Following a previous motion that overwhelmingly backed using an upfront savings structure, last week the Tobacco Settlement Finance Corporation (TSFC) board for a second time voted to approve, by a 9-1 vote, a final bond structure for the refunding. Under the approved structure, the refinancing will realize the savings upfront in order to avoid future risks associated with declining tobacco consumption and other risks – a recommendation made by three of the four finalist underwriting firms who competed to conduct the transaction.
However, even under this structure, the savings will not be a one-time event but will be spread over three years, with $67.2 million in savings generated for the TOPS program in FY 14, $57.2 million in FY 15, and $18.3 million in FY 16, for an estimated total of $142.8 million over three years, based on current interest rates.
Despite objections to the refunding structure voiced by Treasurer John Kennedy, Commissioner Nichols has repeatedly commended his work on the state’s original sale of tobacco settlement proceeds in 2001, even quoting a column he wrote on January 31, 2002, in which he asked: “What would you do if you hit the jackpot, but your winnings were based on the tobacco industry’s ability to pay you each year for the next quarter of a century? Wouldn’t you want at least some of your money up front?” [emphasis added]
In a follow-up column on March 28, 2002, the Treasurer also wrote, among other reasons for the sale, that “We have no assurance that Big Tobacco will be able to meet its obligation to the state…. Moreover, cigarette consumption in the United States is down, and the state's annual payments are tied to consumption figures…. And, of course, there’s a moral dilemma of the state remaining financially dependent upon the tobacco industry’s success, while at the same time, state health officials are promoting anti-smoking campaigns…. It’s too big of a risk!
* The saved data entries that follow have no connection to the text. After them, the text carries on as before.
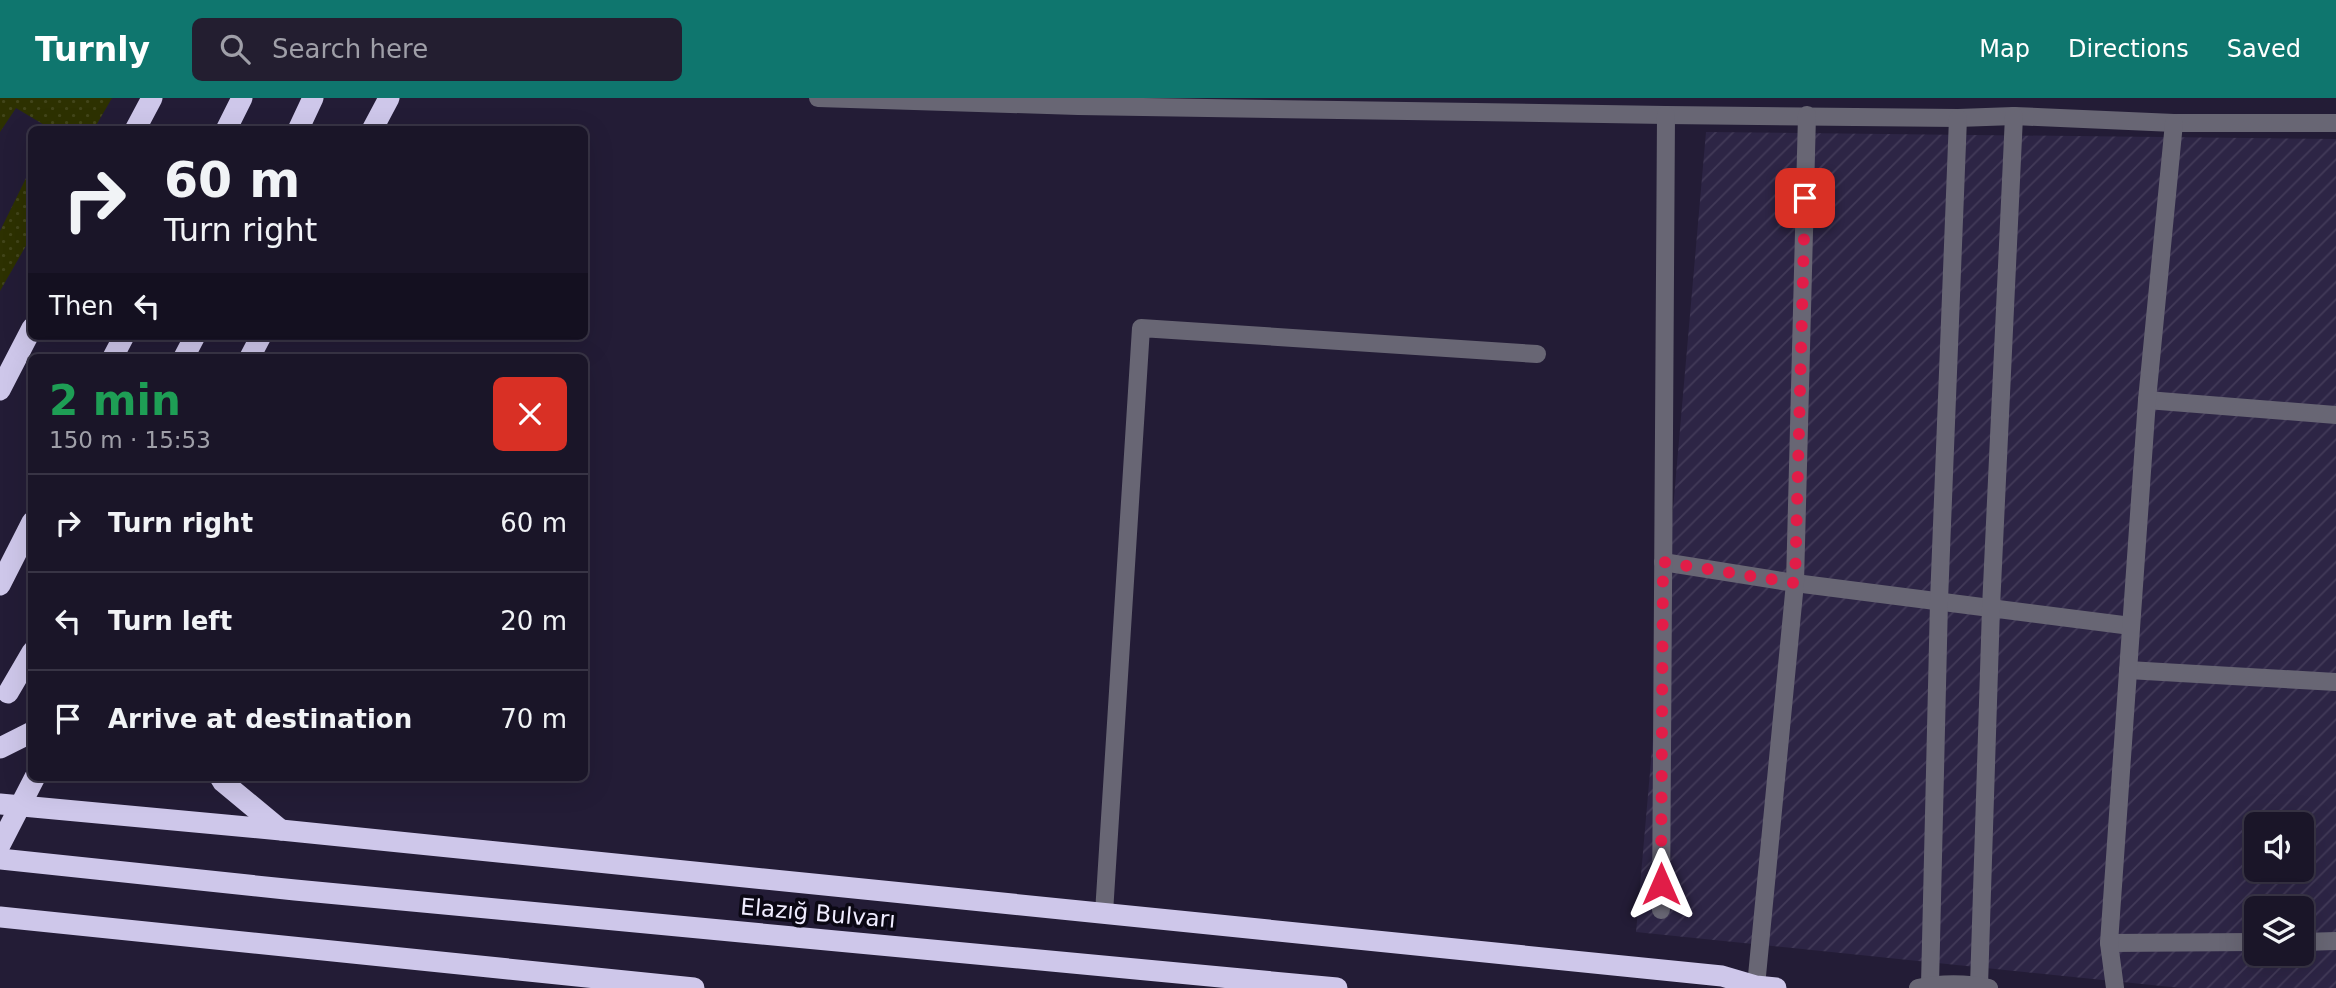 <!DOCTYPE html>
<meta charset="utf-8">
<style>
body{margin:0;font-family:"DejaVu Sans",sans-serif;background:#231e30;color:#f1f3f6;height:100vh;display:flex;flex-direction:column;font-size:26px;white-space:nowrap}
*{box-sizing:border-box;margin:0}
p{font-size:23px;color:#9f9fa8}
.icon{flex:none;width:38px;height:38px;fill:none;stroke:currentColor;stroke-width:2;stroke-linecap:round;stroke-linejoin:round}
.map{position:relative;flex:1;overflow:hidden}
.side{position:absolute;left:28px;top:256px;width:560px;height:427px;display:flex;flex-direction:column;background:#1a1528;border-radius:10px;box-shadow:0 7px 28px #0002,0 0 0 2px #383445}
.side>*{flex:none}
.banner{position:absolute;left:28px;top:28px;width:560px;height:214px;border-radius:10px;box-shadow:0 7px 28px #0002,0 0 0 2px #383445;background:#1a1528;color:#f1f3f6;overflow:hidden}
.controls{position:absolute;left:2244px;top:714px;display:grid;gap:14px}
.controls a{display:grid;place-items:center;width:70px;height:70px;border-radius:10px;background:#1a1528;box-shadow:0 7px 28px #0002,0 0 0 2px #383445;font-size:35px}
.pin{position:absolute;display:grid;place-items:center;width:60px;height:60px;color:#fff;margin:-30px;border-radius:14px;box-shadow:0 4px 10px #0006}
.me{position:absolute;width:77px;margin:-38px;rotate:0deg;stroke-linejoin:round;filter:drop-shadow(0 0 5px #0008)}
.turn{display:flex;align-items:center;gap:24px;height:147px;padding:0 21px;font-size:32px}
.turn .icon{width:91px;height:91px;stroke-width:2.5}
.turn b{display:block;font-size:49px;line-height:60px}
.then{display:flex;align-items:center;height:66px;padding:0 21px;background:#0003;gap:14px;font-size:26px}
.round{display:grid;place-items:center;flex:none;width:74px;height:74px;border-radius:10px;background:#231e30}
.summary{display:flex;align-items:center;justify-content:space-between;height:119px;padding:0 21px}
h1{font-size:42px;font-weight:800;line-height:52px;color:#1e9e55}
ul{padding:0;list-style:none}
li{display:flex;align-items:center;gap:21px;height:98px;padding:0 21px;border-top:2px solid #383445}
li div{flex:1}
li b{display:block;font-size:26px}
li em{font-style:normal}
header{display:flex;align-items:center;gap:42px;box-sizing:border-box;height:98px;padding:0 35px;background:#0f766e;color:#fff}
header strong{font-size:33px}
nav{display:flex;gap:38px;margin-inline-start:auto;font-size:24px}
.search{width:490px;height:63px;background:#231e30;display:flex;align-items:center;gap:18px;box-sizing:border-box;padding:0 24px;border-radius:10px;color:#9f9fa8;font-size:26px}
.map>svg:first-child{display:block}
</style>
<header>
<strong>Turnly</strong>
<div class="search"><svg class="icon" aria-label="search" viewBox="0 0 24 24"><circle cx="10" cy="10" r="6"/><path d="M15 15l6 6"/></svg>Search here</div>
<nav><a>Map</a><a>Directions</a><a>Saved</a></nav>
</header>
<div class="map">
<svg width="2336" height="890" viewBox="0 0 2336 890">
<defs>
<pattern id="industrial-furrows" width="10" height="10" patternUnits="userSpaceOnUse" patternTransform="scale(1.75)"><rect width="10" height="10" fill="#2d2545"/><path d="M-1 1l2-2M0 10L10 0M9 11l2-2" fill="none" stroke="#423a58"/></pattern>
<pattern id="green-dots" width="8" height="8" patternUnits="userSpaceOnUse" patternTransform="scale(1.75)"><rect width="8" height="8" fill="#2d3101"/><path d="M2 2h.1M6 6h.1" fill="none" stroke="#42451a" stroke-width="1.8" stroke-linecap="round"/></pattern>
</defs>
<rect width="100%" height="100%" fill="#231c36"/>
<path fill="url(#industrial-furrows)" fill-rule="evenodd" d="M1706 34 2336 41V890H2181L1636 834ZM2256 726H2301V772H2256ZM2256 810H2301V856H2256Z"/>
<g fill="url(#green-dots)">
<path d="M0 0H112L94 31H51L16 10 0 34Z"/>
<path d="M31 70V139L0 193V133Z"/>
</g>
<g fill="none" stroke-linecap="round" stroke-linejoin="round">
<g stroke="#686674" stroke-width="18">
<path d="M818 0 1078 8 1666 17 1958 20 2014 18 2174 25H2336"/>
<path d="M2147 302 2336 317"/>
<path d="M1663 464 1795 485 2131 528"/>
<path d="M2128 572 2336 584"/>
<path d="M1661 812 1666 17"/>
<path d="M1104 815 1141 230 1537 256"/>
<path d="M2301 844 2336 843"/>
<path d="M2109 845 2256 844"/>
<path d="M1930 887 1939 503 1958 20"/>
<path d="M1756 888 1795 485 1807 17"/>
<path d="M1979 888 1991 510 2014 18"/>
<path d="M1918 890C1940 885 1967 885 1989 890"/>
<path d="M2115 890 2109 845 2147 302 2174 25"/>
</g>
<g stroke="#cec7ea" stroke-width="21">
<path d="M135 32 152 0"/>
<path d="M226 32 242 0"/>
<path d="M298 32 313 0"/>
<path d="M372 32 389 0"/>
<path d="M113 259 124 238"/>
<path d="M184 259 195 238"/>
<path d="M250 259 261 238"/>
<path d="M0 292 32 230"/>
<path d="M0 487 32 424"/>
<path d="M8 595 32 554"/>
<path d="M0 650 32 634"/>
<path d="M220 679 223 684 281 732"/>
<path d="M0 706 281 732 1722 878 1756 888 1776 890"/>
<path d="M0 747 35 679"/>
<path d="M0 761 295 792 1337 890"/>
<path d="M0 819 694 890"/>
</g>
</g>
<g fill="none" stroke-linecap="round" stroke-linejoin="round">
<path stroke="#e11d48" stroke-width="12" stroke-dasharray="0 21.6" d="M1661 786 1663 464 1795 485 1805 100"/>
</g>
<g text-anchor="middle" stroke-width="7" stroke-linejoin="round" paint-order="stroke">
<g font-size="23" fill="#f0edff" stroke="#0b0814">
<text transform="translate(818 815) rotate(5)" y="8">Elazığ Bulvarı</text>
</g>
</g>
</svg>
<div class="controls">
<a><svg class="icon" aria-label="sound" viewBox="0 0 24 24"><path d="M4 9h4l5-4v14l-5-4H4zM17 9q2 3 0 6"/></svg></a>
<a><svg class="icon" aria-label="layers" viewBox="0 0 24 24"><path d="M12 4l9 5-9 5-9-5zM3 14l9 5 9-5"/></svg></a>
</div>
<div class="pin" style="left:1805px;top:100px;background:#d93025"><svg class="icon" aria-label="arrive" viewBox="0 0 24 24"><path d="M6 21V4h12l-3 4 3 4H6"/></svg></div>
<svg class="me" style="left:1661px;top:786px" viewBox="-20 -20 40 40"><path d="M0-17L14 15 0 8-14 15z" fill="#e11d48" stroke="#fff" stroke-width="4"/></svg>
<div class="banner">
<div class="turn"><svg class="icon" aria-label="right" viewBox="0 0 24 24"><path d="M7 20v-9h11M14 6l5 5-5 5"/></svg><div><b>60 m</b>Turn right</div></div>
<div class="then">Then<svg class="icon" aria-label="left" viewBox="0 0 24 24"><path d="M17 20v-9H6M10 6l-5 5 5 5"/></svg></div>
</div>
<section class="side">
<div class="summary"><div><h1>2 min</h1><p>150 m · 15:53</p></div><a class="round" style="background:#d93025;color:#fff"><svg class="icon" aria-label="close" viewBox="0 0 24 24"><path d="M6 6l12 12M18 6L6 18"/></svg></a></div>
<ul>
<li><svg class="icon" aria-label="right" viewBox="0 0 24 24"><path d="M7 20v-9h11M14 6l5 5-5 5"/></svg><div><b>Turn right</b></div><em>60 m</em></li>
<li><svg class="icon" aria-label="left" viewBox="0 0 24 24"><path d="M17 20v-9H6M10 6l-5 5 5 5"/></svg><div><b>Turn left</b></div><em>20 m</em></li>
<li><svg class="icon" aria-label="arrive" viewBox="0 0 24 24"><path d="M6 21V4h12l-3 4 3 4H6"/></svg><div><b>Arrive at destination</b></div><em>70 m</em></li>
</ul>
</section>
</div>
We can’t afford to lose money that could be used for important programs in our state.” [emphasis added]
“I think the Treasurer made good points back then, and I think they are still good points now, even if he himself has for some reason shifted his position,” Nichols added.
Refunding occurs when an entity has issued bonds that become callable and calls those debt securities from the debt holders with the express purpose of reissuing new debt at a lower interest rate. Since 2001, market interest rates have declined by approximately 2 percent. Because the bonds are currently callable, the TSFC decided to act now to capture as much savings as possible and before a potential rise in interest rates.
The TSFC owns 60 percent of the revenues that resulted from the Master Settlement Agreement. In November 2001, the TSFC issued $1.2 billion in bonds backed by this revenue. It issued $283 million taxable bonds and $919.8 million tax-exempt bonds. Since that time, some bonds have been redeemed, and today’s vote sets the stage for refunding the approximately $738.3 million in tax-exempt bonds that remain outstanding.
Under state law, any residual bond proceeds from a refunding go to the TOPS fund in the constitutionally-established Millennium Fund.